To explain how does this model compare to the one in previous exercise.

Answer to Problem 23E

It fits comparably well but slopes are different.

Explanation of Solution

In the previous exercise in the question there was a time plot of the interest rate over the years till $1980$ . Now in the question the time plot is showing the trend that changed dramatically after $1980$ . The dependent variable is interest rate. Also, it is given that:

  $\begin{array}{l}{R}^2=74.5\%\\ s=1.630\\ \text{Intercept}=21.0688\\ \text{Year}-1950=-0.356578\end{array}$

Now, from the above information and by looking at the model we can say that this model compare to the previous exercise model fits comparably well but they have very different slopes. As in the previous exercise it is positive and now it is negative.

(b)

To determine

To explain what does this model estimate the interest rate to have been in $2000$ and how does this compare to the rate you predicted in previous exercise.

Answer to Problem 23E

It is $3.24\%$ .

Explanation of Solution

In the previous exercise in the question there was a time plot of the interest rate over the years till $1980$ . Now in the question the time plot is showing the trend that changed dramatically after $1980$ . The dependent variable is interest rate. Also, it is given that:

  $\begin{array}{l}{R}^2=74.5\%\\ s=1.630\\ \text{Intercept}=21.0688\\ \text{Year}-1950=-0.356578\end{array}$

Now, we predict that the interest rate to have been in $2000$ will be as $3.24\%$ that is much lower than the other model predicts.

(c)

To determine

To explain do you trust this newer predicted value or not.

Answer to Problem 23E

Yes, it can be trusted.

Explanation of Solution

In the previous exercise in the question there was a time plot of the interest rate over the years till $1980$ . Now in the question the time plot is showing the trend that changed dramatically after $1980$ . The dependent variable is interest rate.

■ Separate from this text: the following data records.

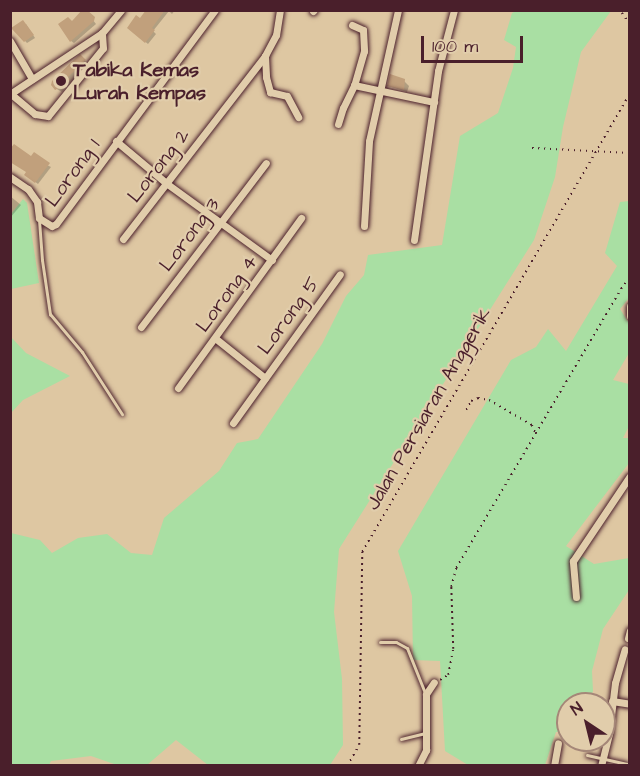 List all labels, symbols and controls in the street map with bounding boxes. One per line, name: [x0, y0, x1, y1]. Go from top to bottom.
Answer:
scale bar: [424, 24, 526, 62]
text: 100 m: [432, 34, 478, 59]
place label: Tabika Kemas Lurah Kempas: [73, 58, 206, 105]
marker: Tabika Kemas Lurah Kempas: [54, 74, 68, 88]
street label: Lorong 2: [123, 124, 195, 208]
street label: Lorong 1: [40, 134, 106, 212]
street label: Lorong 3: [155, 193, 225, 277]
street label: Lorong 4: [191, 251, 263, 337]
street label: Lorong 5: [253, 273, 325, 359]
street label: Jalan Persiaran Anggerik: [361, 304, 497, 514]
north arrow: [556, 692, 616, 752]
text: N: [566, 697, 587, 721] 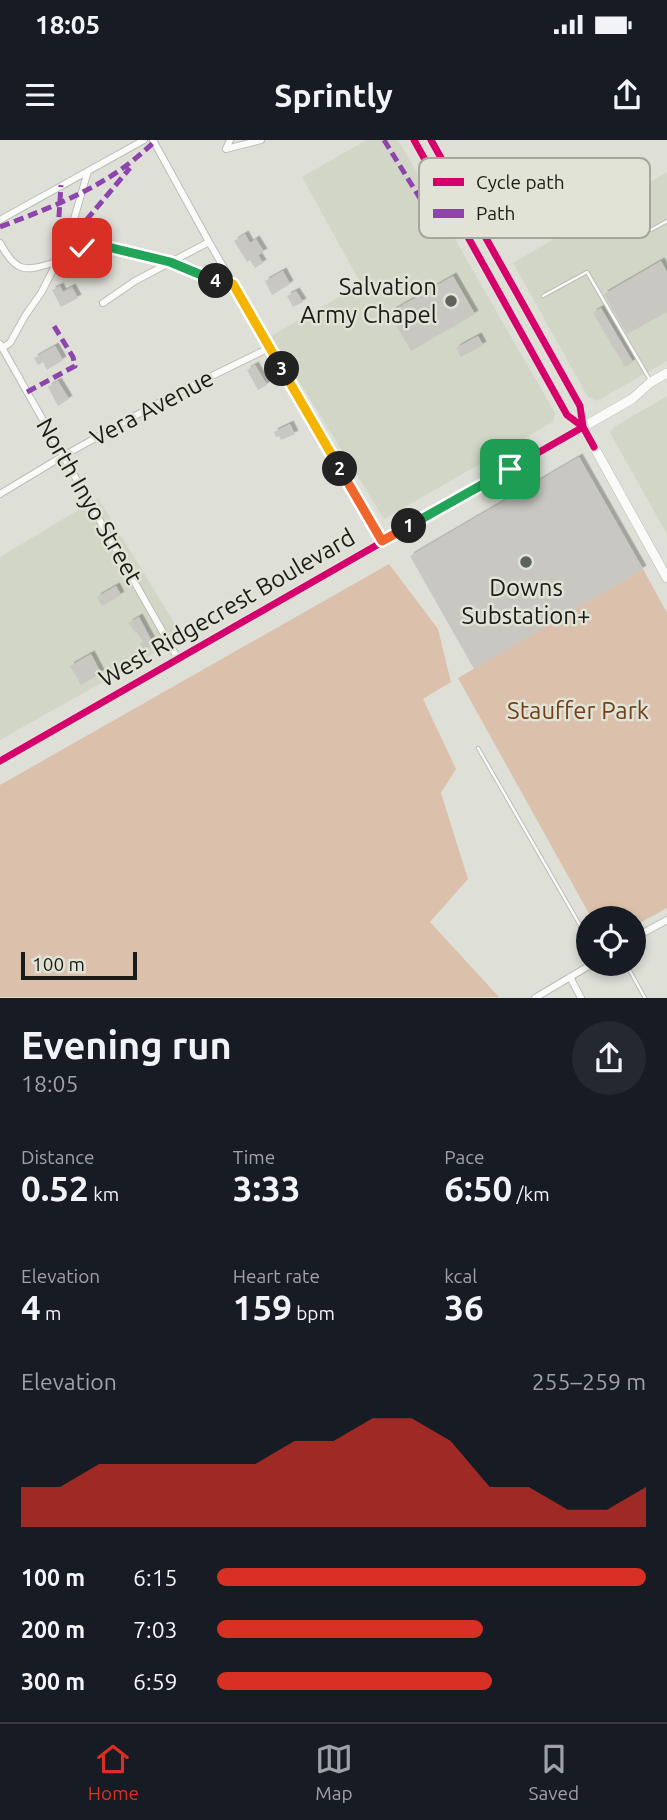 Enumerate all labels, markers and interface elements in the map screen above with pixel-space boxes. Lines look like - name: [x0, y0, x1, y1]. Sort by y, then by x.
- text: 18:05: [35, 10, 100, 39]
- icon: menu: [21, 76, 59, 114]
- icon: share: [608, 76, 646, 114]
- text: Sprintly: [274, 77, 393, 113]
- legend: [419, 158, 650, 238]
- text: Cycle path: [476, 171, 565, 193]
- text: Path: [476, 202, 515, 224]
- pin: [52, 218, 112, 278]
- icon: check: [63, 229, 101, 267]
- pin: 4: [198, 264, 234, 298]
- text: 4: [210, 269, 221, 291]
- place label: Salvation Army Chapel: [300, 273, 437, 328]
- marker: Salvation Army Chapel: [443, 293, 459, 309]
- pin: 3: [264, 352, 300, 386]
- text: 3: [276, 357, 287, 379]
- street label: Vera Avenue: [86, 364, 218, 451]
- street label: North Inyo Street: [31, 413, 148, 589]
- pin: [480, 439, 540, 499]
- icon: arrive: [491, 450, 529, 488]
- pin: 2: [322, 452, 358, 486]
- text: 2: [334, 457, 345, 479]
- pin: 1: [392, 508, 426, 544]
- text: 1: [403, 514, 414, 536]
- street label: West Ridgecrest Boulevard: [94, 523, 359, 692]
- marker: Downs Substation+: [518, 554, 534, 570]
- place label: Downs Substation+: [462, 574, 591, 629]
- park label: Stauffer Park: [507, 697, 649, 724]
- map controls: [576, 906, 646, 976]
- button: locate: [576, 906, 646, 976]
- scale bar: [21, 948, 136, 980]
- text: 100 m: [32, 953, 85, 975]
- button: share: [572, 1021, 646, 1095]
- text: Evening run: [21, 1024, 232, 1066]
- text: 18:05: [21, 1071, 79, 1096]
- text: Distance: [21, 1146, 95, 1168]
- text: Time: [233, 1146, 275, 1168]
- text: Pace: [444, 1146, 485, 1168]
- text: 0.52: [21, 1168, 89, 1208]
- text: 3:33: [233, 1168, 301, 1208]
- text: 6:50: [444, 1168, 512, 1208]
- text: km: [89, 1183, 119, 1205]
- text: /km: [512, 1183, 550, 1205]
- text: Elevation: [21, 1265, 100, 1287]
- text: Heart rate: [233, 1265, 320, 1287]
- text: kcal: [444, 1265, 477, 1287]
- text: 4: [21, 1287, 41, 1327]
- text: 159: [233, 1287, 292, 1327]
- text: 36: [444, 1287, 484, 1327]
- text: m: [41, 1302, 62, 1324]
- text: bpm: [292, 1302, 335, 1324]
- text: Elevation: [21, 1369, 117, 1394]
- text: 255–259 m: [532, 1369, 646, 1394]
- text: 100 m: [21, 1565, 85, 1590]
- text: 6:15: [133, 1565, 178, 1590]
- text: 200 m: [21, 1617, 85, 1642]
- text: 7:03: [133, 1617, 178, 1642]
- text: 300 m: [21, 1669, 85, 1694]
- text: 6:59: [133, 1669, 178, 1694]
- tab: Home: [88, 1740, 139, 1804]
- tab: Map: [315, 1740, 353, 1804]
- tab: Saved: [529, 1740, 579, 1804]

Also, it is given that:

  $\begin{array}{l}{R}^2=74.5\%\\ s=1.630\\ \text{Intercept}=21.0688\\ \text{Year}-1950=-0.356578\end{array}$

Now, we can trust the new predicted value because it is in the middle of the data used for the regression. Thus, the new model can be useful. And it will give the accurate results.

(d)

To determine

To explain what would you predict the interest rate on three-month treasury bills will be in $2020$ .

Answer to Problem 23E

No, we cannot predict.

Explanation of Solution

In the previous exercise in the question there was a time plot of the interest rate over the years till $1980$ . Now in the question the time plot is showing the trend that changed dramatically after $1980$ . The dependent variable is interest rate. Also, it is given that:

  $\begin{array}{l}{R}^2=74.5\%\\ s=1.630\\ \text{Intercept}=21.0688\\ \text{Year}-1950=-0.356578\end{array}$

We cannot predict the interest rate on three-month treasury bills will be in $2020$ because it can be different for the different years and by following the previous trend than the future years interest rates are very difficult to predict.